The OSNR after transmission by EDFA or Raman amplifier. Solid lines represent transmission over the G.652.D fiber link. Dash lines represent transmission over the G.654.E fiber link.

Conclusions

In this work, the world’s longest ultra-low-loss and large-effective-area fiber link for long-haul terrestrial transmission systems is performed. Many impressive properties of the ultra-low-loss and large-effective-area fiber are demonstrated through this field trial, such as low attenuation coefficient, more robust to nonlinear effects, etc. The results show that the transmission performances of 100 Gbit/s and beyond 100 Gbit/s coherent optical systems can be significantly improved by using this ultra-low-loss and large-effective-area fiber instead of the standard single mode fiber.

Methods

Design and manufacture of the ultra-low-loss and large-effective-area fiber

The fiber loss is composed of Rayleigh scattering loss, material absorption, macro-bending loss, etc. Here, Rayleigh scattering contributes to fiber loss dominantly. Thus, the fiber loss could be obviously decreased by using pure Si in fiber core. Moreover, the effective area can be further enlarged with the increase of the diameter of the fiber core. However, the increased effective area should result in the deterioration of the macro-bending loss. Compared with the submarine application, terrestrial transmission is more sensitive to the macro-bending loss. The trench assisted structure could be used to obtain the bending resistance performance. In this way, an ultra-low-loss and large-effective-area fiber with an attenuation coefficient of 0.17 dB/km, an effective area of 110 μm², and a macro-bending loss of 0.05 dB is achieved. Furthermore, the operating temperature range of the fiber also should be considered because the temperature on land varies greatly. In temperature cycling test, the fluctuation of the fiber attenuation is less than 0.01 dB/km as the temperature is changed from −40 °C to +70 °C, indicating that the ultra-low-loss and large-effective-area fiber can meet the requirements of the complex terrestrial environment.
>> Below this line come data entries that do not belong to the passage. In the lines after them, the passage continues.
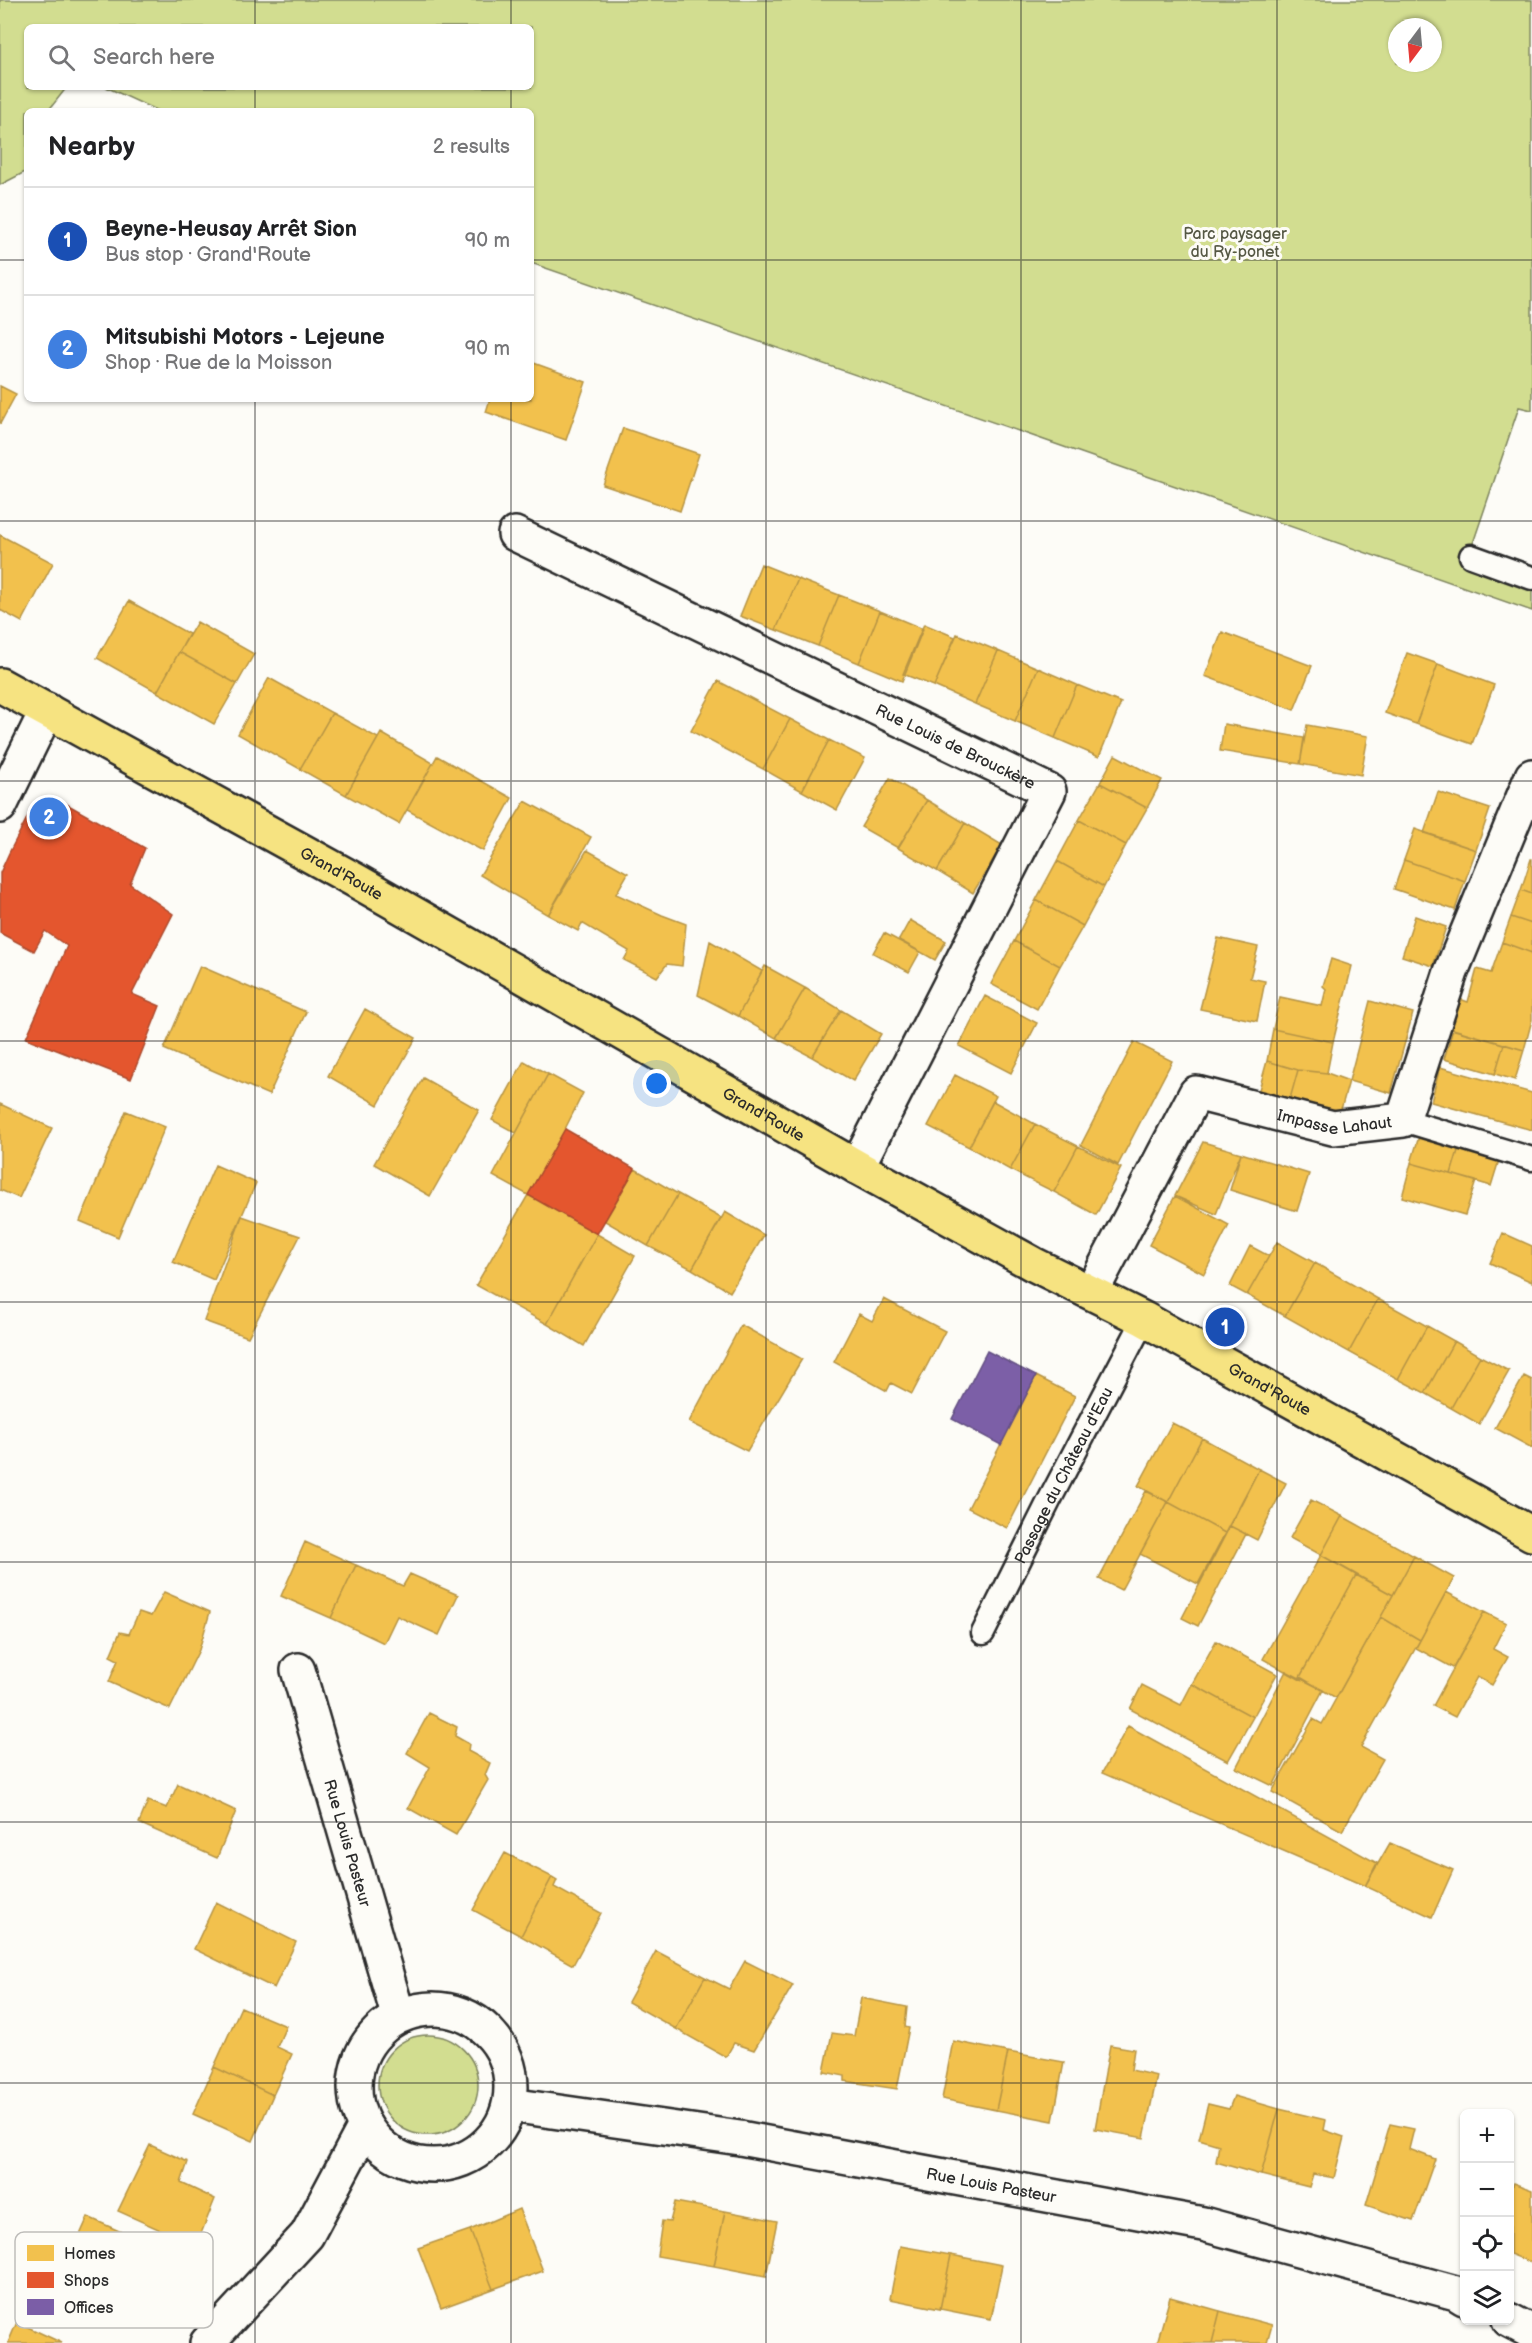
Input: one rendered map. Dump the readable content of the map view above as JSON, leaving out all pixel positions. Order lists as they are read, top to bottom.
{
  "streets": {
    "main road": ["Grand'Route"],
    "street": ["Rue Louis de Brouckère", "Impasse Lahaut", "Rue Louis Pasteur"],
    "lane": ["Passage du Château d'Eau"]
  },
  "crossings": [
    ["Rue Louis de Brouckère", "Grand'Route"],
    ["Grand'Route", "Impasse Lahaut"],
    ["Grand'Route", "Passage du Château d'Eau"]
  ],
  "parks": ["Parc paysager du Ry-ponet"],
  "legend": ["Homes", "Shops", "Offices"],
  "north": "bottom",
  "page": {
    "search": "Search here",
    "heading": ["Nearby", "2 results"],
    "list": [
      {
        "mark": "1",
        "name": "Beyne-Heusay Arrêt Sion",
        "note": "Bus stop · Grand'Route",
        "value": "90 m"
      },
      {
        "mark": "2",
        "name": "Mitsubishi Motors - Lejeune",
        "note": "Shop · Rue de la Moisson",
        "value": "90 m"
      }
    ],
    "pins": ["2", "1"],
    "map_buttons": ["+", "−"]
  }
}
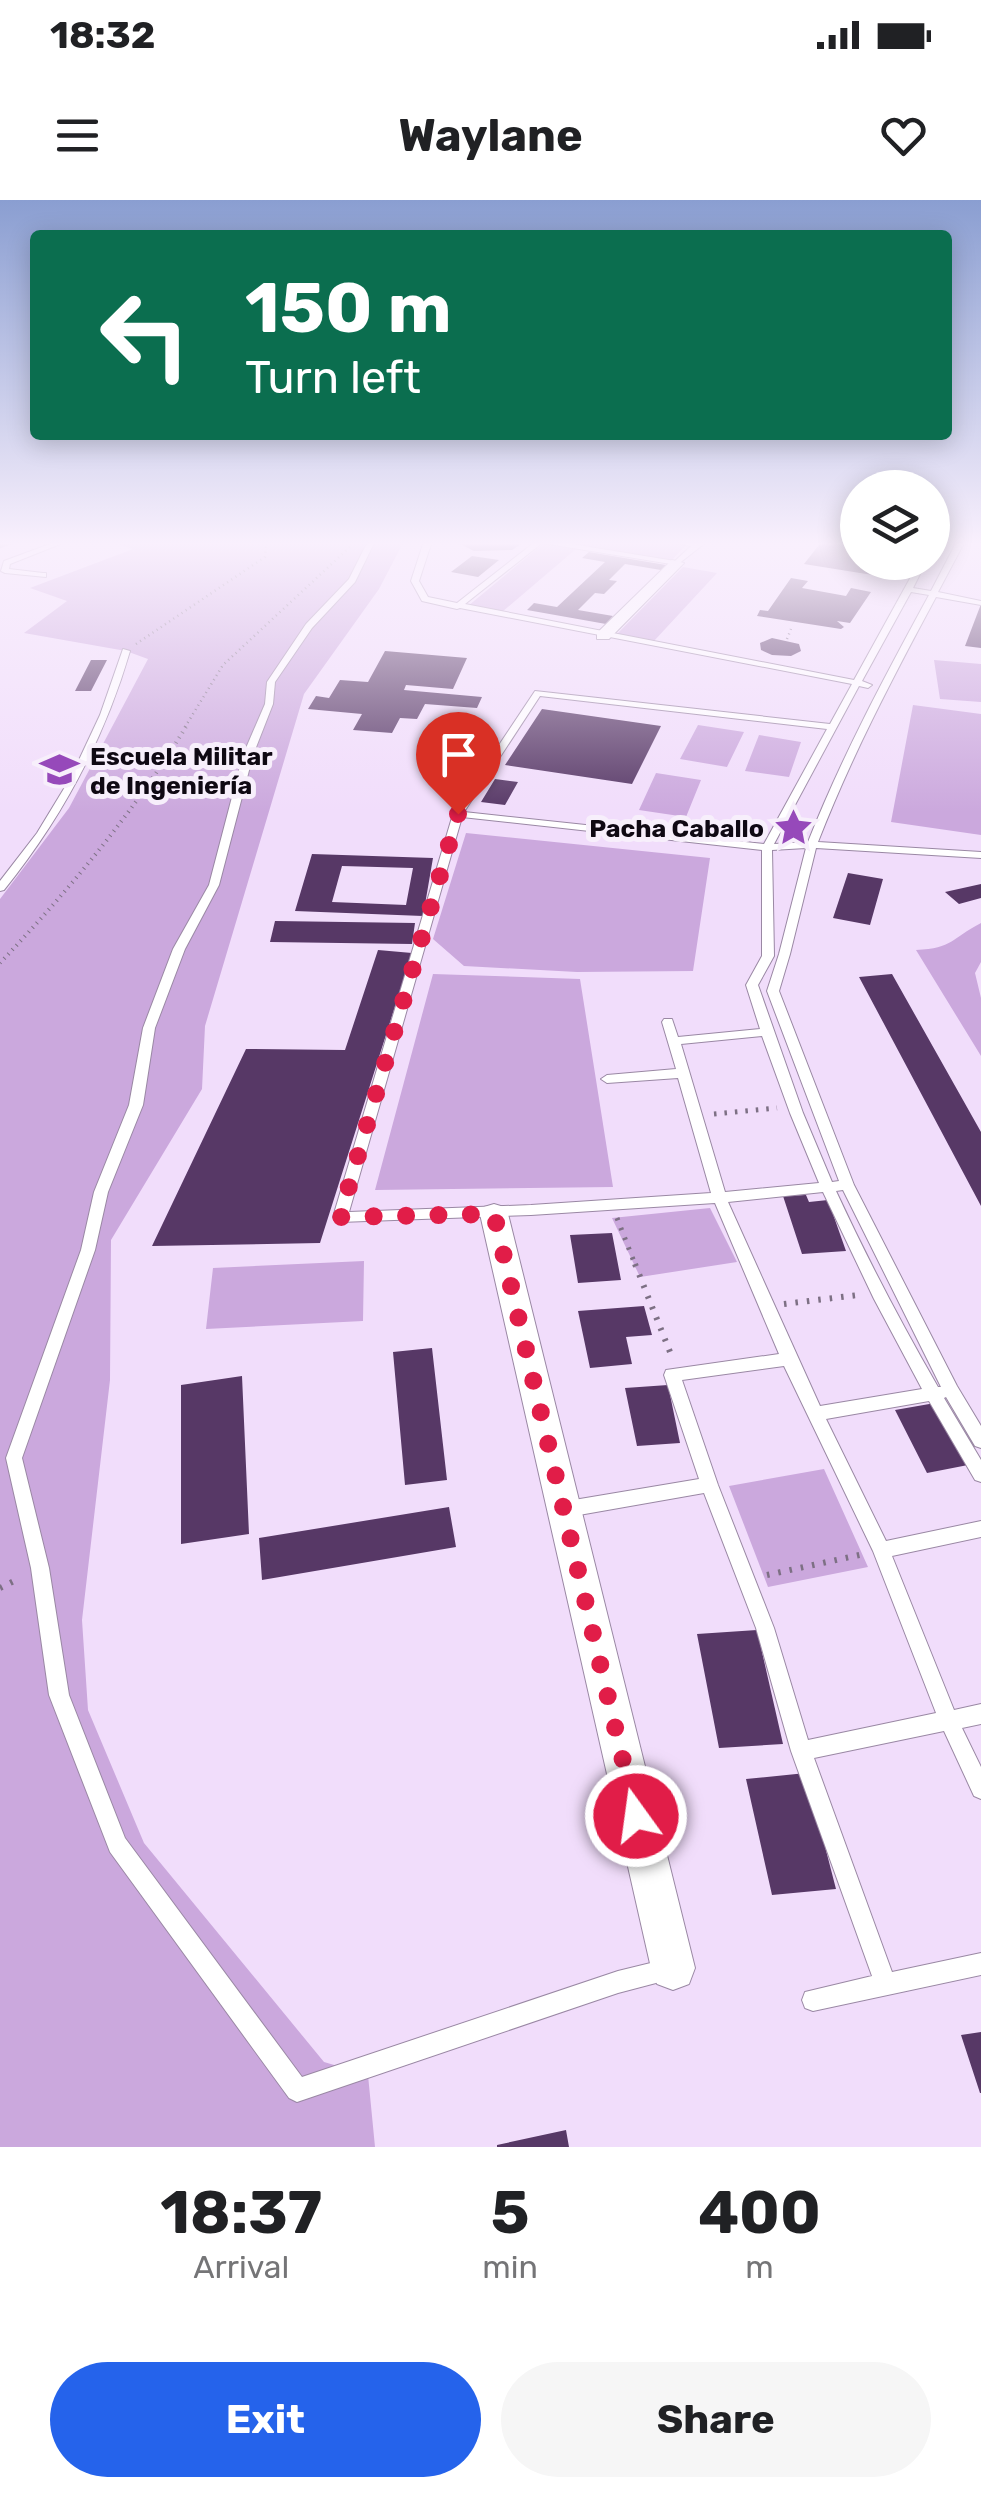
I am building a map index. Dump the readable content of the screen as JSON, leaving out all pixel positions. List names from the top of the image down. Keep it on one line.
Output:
{"places":{"school or university":["Escuela Militar de Ingeniería"],"place":["Pacha Caballo"]},"page":{"status":"18:32","header":"Waylane","turn":["150 m","Turn left"],"eta":["18:37","Arrival","5","min","400","m"],"buttons":["Exit","Share"]}}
Configuration of the field trial

A 22-span 1539.6-km G.654.E fiber is deployed in field trial to evaluate its performance for 100 Gbit/s and beyond 100 Gbit/s coherent long-haul terrestrial transmission. To exhibit the advantages of the G.654.E fiber, a G.652.D fiber is also installed in the same cable. The characteristics of the fibers are shown in Table 2. Figure 7(a) shows the network topology of the 1539.6-km long-haul terrestrial transmission system. Single-carrier 100 Gbit/s, 200 Gbit/s, and 400 Gbit/s optical signals centered at different wavelengths are combined and transmitted at node A. The other nodes are used to support wavelength add/drop or pass-through. The modulation format, channel spacing, and channel number of 100 Gbit/s and beyond 100 Gbit/s optical signals are shown in Table 1, respectively. Figure 7(b) shows the frequency distribution of span length for the 22-span fiber link. The longest and the shortest length of the fiber span are 102 km and 30 km, respectively. It is noted that the signal quality could be significantly degraded after transmission over a long-span fiber link.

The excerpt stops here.